Are you in a Masquerade? Exploring the Behavior and Impact of Large Language Model Driven Social Bots in Online Social Networks

Paper · arXiv 2307.10337 · Published July 19, 2023
Philosophy and SubjectivitySocial Media and AISynthetic Dialogue Generation

As the capabilities of Large Language Models (LLMs) emerge, they not only assist in accomplishing traditional tasks within more efficient paradigms but also stimulate the evolution of social bots. Researchers have begun exploring the implementation of LLMs as the driving core of social bots, enabling more efficient and userfriendly completion of tasks like profile completion, social behavior decision-making, and social content generation. However, there is currently a lack of systematic research on the behavioral characteristics of LLMs-driven social bots and their impact on social networks. We have curated data from Chirper, a Twitter-like social network populated by LLMs-driven social bots and embarked on an exploratory study. Our findings indicate that: (1) LLMs-driven social bots possess enhanced individual-level camouflage while exhibiting certain collective characteristics; (2) these bots have the ability to exert influence on online communities through toxic behaviors; (3) existing detection methods are applicable to the activity environment of LLMsdriven social bots but may be subject to certain limitations in effectiveness.

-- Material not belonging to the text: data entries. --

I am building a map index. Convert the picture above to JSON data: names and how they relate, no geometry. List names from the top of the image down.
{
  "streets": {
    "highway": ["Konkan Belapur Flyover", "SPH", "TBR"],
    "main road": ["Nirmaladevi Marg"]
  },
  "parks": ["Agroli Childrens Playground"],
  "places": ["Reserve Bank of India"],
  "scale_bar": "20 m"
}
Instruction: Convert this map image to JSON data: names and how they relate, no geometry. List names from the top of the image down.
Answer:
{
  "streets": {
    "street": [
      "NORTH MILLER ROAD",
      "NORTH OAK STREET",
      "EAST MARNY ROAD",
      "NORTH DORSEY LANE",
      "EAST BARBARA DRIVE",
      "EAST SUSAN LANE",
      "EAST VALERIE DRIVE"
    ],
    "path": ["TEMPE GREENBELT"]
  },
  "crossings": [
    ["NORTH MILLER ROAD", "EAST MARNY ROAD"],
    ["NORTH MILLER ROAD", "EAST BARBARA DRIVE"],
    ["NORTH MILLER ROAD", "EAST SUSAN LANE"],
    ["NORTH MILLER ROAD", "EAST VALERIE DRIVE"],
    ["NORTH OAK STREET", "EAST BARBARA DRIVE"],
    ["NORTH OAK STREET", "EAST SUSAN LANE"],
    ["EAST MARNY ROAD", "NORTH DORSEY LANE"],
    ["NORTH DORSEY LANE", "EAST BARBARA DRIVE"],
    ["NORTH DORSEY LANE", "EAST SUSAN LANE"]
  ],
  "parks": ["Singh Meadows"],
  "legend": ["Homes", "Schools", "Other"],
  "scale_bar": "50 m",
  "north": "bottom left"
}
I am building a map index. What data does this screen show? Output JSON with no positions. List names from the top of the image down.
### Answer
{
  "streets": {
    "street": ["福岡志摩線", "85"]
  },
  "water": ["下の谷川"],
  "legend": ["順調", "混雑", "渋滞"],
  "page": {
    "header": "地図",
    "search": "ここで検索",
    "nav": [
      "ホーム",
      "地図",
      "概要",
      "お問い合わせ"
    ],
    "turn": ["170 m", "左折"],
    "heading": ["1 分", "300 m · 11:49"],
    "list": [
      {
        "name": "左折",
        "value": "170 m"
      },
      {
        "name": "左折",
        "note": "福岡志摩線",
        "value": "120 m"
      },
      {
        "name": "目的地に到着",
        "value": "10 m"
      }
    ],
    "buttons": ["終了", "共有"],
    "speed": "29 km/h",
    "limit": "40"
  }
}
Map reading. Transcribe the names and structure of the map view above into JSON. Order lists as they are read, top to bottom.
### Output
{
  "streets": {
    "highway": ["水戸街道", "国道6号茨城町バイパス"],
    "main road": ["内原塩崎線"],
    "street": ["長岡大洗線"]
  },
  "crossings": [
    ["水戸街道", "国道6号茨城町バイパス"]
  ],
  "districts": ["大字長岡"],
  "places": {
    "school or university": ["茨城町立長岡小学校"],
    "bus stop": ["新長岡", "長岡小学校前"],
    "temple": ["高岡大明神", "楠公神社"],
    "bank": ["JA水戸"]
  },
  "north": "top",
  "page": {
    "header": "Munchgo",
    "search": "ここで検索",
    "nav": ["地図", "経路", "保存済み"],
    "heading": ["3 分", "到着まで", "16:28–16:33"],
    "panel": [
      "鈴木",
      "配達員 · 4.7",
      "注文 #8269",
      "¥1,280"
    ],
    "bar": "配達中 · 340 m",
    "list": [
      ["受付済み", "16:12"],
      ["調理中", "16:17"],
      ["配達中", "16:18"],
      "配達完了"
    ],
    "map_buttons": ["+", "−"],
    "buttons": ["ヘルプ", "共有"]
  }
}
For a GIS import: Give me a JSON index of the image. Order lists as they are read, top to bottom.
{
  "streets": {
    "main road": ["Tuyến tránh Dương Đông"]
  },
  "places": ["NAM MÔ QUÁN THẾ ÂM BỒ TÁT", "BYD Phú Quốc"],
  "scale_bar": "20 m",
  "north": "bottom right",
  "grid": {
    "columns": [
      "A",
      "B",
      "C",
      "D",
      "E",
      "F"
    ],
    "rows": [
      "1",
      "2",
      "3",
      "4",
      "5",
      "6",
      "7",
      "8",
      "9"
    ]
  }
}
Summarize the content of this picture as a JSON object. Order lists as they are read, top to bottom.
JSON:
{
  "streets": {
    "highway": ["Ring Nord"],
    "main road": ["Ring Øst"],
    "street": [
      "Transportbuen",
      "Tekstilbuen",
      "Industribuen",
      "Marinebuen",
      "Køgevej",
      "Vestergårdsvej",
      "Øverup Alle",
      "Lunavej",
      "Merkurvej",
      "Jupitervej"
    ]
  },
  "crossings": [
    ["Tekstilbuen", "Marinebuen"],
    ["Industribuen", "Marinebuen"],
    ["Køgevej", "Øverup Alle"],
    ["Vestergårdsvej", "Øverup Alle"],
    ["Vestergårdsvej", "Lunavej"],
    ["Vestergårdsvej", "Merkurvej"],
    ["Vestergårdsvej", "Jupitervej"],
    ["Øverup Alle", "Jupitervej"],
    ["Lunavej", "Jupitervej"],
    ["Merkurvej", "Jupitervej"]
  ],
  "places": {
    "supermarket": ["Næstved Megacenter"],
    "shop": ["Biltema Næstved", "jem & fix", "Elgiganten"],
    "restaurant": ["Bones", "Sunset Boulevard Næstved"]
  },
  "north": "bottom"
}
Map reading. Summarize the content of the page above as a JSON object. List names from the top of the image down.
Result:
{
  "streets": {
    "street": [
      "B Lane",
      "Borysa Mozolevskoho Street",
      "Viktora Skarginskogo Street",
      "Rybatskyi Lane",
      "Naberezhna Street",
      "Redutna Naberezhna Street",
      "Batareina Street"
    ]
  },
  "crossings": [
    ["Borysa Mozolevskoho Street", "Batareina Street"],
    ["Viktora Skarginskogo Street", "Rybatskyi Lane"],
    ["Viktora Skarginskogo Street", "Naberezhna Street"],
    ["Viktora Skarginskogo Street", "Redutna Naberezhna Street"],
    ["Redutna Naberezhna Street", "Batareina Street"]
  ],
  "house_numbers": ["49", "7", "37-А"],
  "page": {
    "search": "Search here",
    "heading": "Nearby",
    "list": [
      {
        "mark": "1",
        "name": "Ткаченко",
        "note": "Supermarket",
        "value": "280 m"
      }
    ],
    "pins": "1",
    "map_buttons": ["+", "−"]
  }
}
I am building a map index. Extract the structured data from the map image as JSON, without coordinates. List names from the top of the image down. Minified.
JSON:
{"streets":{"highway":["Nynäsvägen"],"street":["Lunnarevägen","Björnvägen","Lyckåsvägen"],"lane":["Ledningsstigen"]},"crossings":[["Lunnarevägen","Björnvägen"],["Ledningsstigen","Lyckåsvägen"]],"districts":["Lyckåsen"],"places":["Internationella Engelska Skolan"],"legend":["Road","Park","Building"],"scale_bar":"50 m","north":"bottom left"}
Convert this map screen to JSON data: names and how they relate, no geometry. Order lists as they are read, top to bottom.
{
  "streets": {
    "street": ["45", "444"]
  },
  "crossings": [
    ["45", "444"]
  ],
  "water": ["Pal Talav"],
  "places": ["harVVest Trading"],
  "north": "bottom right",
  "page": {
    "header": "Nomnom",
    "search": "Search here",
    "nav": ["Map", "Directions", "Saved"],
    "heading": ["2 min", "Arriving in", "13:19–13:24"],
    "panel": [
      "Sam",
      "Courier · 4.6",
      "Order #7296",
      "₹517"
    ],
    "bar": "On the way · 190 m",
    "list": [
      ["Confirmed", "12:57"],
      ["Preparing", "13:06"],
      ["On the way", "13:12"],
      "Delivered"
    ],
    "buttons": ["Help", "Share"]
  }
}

Introduction. In recent times, the remarkable capabilities of large language models (LLMs) such as ChatGPT, GPT-4, and Bard have captured attention and swiftly found applications in various domains [45], including chatbots, search engines, and code assistance. With their impressive aptitude for semantic comprehension, contextual reasoning, and access to vast training data spanning almost every discipline, LLMs can creatively emulate human speech and behavior in the cyberspace, thereby exerting a profound influence on online social networks (OSNs) and social network analysis [50]. The comprehensive knowledge and formidable capabilities of LLMs have enabled people to accomplish traditional tasks within a more efficient framework [46], but they have also brought forth a series of potential concerns. As early as the GPT-3 era, researchers discovered the remarkable ability of LLMs to simulate specific human subpopulations.

Discussion / Conclusion. The utilization of LLMs for behavior decision-making and content generation engines in social bots represents an emerging and promising subdomain within the realm of social robotics. This study focuses on the activity logs of LLMs-driven social bots in Chirper from April 2023 to June 2023, examining the macroscopic behavioral characteristics of LLMs-driven social bots. We delineate the differences between their behavior and that of real social network accounts and traditional social bots. Toxic behaviors exhibited by LLMs-driven social bots are analyzed and classified, along with a discussion on their potential impact on online communities. Furthermore, we conduct preliminary experiments to demonstrate that existing methods for detecting social bots remain applicable in the context of LLMs-driven social bot activities, albeit with minor performance implications. Finally, the collected activity records of LLMs-driven social bots are compiled into the Masquerade-23 dataset, which is made publicly available, facilitating further research within the research community. This study aims to investigate the emerging subdomain of LLMs-driven social bots.